■ TASK ITEM ■
Include in the output exactly the lines from the opening of the data through the line containing "height:5px; margin:-2.5px; padding:0", and nothing more.

- - -

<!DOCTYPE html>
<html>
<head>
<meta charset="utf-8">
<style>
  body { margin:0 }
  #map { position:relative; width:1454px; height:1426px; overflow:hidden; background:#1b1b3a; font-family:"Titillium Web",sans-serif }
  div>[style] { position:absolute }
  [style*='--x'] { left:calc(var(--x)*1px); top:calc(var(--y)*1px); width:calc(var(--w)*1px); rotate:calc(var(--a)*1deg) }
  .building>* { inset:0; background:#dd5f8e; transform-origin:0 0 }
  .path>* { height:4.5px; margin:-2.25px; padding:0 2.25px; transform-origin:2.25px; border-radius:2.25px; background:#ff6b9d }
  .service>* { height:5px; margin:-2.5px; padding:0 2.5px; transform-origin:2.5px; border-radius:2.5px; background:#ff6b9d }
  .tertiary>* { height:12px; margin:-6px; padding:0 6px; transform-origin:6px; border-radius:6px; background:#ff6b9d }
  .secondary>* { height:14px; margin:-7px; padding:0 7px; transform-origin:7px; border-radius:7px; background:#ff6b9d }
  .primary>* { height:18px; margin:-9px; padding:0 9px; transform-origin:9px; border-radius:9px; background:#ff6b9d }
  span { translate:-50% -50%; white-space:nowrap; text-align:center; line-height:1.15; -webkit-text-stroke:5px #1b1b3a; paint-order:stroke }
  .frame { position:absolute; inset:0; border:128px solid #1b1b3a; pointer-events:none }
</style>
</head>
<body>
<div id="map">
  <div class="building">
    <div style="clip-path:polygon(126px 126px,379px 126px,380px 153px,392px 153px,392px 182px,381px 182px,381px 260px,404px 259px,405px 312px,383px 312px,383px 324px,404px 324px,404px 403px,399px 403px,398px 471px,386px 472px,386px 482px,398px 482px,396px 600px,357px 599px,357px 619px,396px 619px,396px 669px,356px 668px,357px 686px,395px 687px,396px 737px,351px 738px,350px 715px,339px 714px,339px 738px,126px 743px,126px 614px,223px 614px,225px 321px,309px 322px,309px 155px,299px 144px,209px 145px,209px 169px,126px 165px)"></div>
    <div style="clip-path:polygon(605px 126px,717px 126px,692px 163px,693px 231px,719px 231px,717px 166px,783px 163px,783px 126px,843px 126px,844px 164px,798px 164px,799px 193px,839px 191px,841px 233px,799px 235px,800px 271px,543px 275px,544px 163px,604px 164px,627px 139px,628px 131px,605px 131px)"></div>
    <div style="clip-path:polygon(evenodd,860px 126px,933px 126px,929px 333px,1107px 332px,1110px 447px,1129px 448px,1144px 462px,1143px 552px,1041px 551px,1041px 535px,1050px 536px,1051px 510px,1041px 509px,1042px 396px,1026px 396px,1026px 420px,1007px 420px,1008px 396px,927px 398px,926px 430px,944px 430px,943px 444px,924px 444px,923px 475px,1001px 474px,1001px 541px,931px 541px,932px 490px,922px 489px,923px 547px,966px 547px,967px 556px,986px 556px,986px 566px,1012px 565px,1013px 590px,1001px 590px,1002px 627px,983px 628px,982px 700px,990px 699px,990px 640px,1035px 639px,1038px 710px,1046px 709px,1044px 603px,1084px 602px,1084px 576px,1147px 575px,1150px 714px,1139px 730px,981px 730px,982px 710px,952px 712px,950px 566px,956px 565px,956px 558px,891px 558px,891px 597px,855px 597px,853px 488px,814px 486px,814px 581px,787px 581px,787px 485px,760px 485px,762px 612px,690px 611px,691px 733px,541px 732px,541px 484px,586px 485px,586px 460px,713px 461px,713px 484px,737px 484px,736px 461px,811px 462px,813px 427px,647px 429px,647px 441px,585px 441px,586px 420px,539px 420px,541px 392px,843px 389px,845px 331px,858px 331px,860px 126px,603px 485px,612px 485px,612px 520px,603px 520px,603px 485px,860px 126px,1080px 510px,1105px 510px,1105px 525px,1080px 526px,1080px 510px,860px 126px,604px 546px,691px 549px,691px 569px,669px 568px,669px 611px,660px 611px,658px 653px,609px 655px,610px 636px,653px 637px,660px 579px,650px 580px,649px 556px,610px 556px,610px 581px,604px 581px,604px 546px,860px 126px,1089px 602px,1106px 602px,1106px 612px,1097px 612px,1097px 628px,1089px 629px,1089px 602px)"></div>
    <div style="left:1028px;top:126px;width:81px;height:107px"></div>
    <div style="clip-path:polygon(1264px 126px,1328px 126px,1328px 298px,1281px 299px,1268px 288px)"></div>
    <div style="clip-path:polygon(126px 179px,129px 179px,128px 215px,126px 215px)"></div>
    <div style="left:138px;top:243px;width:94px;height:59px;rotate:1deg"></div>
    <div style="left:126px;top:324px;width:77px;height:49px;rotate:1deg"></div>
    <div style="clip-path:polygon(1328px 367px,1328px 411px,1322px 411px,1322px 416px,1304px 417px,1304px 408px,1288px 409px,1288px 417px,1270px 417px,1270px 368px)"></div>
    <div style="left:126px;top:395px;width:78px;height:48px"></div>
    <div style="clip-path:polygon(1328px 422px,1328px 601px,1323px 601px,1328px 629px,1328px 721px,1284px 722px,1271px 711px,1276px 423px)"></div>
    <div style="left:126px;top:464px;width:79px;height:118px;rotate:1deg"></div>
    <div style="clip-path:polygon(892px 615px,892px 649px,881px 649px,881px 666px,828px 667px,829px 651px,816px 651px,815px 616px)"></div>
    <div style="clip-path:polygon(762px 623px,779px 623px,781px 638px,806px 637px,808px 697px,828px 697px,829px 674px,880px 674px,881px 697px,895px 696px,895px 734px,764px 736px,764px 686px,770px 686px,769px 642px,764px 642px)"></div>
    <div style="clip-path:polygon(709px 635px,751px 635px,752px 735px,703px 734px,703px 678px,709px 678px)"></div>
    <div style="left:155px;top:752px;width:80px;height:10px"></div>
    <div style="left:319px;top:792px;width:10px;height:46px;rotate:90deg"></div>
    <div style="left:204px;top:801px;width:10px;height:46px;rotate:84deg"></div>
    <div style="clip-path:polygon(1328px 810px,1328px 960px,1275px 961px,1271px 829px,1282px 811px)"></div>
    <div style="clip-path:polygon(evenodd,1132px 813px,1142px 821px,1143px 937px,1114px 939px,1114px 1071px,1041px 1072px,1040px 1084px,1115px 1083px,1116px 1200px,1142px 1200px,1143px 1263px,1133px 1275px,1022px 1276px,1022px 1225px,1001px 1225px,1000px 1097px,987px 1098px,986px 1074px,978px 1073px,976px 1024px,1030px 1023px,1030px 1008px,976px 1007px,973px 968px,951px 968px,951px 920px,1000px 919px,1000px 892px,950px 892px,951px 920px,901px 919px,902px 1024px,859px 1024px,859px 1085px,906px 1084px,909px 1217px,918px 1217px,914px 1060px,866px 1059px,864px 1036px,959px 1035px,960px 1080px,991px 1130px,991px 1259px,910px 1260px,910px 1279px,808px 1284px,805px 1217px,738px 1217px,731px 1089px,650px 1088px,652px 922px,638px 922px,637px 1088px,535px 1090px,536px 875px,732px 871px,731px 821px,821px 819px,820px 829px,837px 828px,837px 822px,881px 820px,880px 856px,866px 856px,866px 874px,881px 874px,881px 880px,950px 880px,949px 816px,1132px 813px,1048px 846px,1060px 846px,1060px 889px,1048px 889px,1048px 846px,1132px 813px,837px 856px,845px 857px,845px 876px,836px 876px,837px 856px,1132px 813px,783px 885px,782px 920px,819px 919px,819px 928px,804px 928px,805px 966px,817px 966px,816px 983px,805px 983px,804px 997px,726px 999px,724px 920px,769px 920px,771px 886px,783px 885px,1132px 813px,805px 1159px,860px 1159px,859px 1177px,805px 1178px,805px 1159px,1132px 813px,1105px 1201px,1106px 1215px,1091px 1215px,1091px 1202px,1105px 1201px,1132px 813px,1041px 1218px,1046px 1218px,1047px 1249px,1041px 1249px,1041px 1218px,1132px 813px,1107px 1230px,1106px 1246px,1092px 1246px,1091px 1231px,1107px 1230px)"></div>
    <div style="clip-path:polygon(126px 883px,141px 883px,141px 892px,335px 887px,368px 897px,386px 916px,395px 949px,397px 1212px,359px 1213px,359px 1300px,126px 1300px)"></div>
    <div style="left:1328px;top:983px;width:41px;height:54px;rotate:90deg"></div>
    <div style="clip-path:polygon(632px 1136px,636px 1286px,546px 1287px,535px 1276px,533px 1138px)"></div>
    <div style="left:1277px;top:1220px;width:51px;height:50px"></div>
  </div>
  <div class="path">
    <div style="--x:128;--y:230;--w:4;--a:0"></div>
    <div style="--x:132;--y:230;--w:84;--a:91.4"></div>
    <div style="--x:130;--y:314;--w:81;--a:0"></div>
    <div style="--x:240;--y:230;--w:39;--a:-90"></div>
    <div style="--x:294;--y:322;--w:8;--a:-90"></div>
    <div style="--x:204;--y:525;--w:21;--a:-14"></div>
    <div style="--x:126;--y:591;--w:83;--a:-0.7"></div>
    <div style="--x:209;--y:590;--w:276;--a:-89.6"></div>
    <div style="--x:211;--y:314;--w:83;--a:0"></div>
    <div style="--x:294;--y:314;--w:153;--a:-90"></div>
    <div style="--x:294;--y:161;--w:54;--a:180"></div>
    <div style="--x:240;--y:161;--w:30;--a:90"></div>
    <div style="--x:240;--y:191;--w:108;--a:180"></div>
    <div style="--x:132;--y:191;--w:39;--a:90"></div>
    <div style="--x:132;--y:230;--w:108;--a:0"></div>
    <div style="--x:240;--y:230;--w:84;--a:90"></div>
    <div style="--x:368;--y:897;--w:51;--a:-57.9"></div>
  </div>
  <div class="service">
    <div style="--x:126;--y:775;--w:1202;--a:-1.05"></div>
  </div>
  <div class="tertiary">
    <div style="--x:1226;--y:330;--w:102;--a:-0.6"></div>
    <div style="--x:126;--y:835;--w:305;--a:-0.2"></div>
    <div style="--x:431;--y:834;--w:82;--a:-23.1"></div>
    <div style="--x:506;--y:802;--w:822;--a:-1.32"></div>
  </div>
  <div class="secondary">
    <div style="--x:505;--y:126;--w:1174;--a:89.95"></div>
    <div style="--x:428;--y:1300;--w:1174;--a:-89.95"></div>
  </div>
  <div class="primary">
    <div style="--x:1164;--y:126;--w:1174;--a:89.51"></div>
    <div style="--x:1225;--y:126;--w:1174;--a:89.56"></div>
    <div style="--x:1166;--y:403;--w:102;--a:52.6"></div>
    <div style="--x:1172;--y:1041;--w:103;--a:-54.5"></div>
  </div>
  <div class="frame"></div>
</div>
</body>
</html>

- - -

■ ANSWER SPACE ■
<!DOCTYPE html>
<html>
<head>
<meta charset="utf-8">
<style>
  body { margin:0 }
  #map { position:relative; width:1454px; height:1426px; overflow:hidden; background:#1b1b3a; font-family:"Titillium Web",sans-serif }
  div>[style] { position:absolute }
  [style*='--x'] { left:calc(var(--x)*1px); top:calc(var(--y)*1px); width:calc(var(--w)*1px); rotate:calc(var(--a)*1deg) }
  .building>* { inset:0; background:#dd5f8e; transform-origin:0 0 }
  .path>* { height:4.5px; margin:-2.25px; padding:0 2.25px; transform-origin:2.25px; border-radius:2.25px; background:#ff6b9d }
  .service>* { height:5px; margin:-2.5px; padding:0 2.5px; transform-origin:2.5px; border-radius:2.5px; background:#ff6b9d }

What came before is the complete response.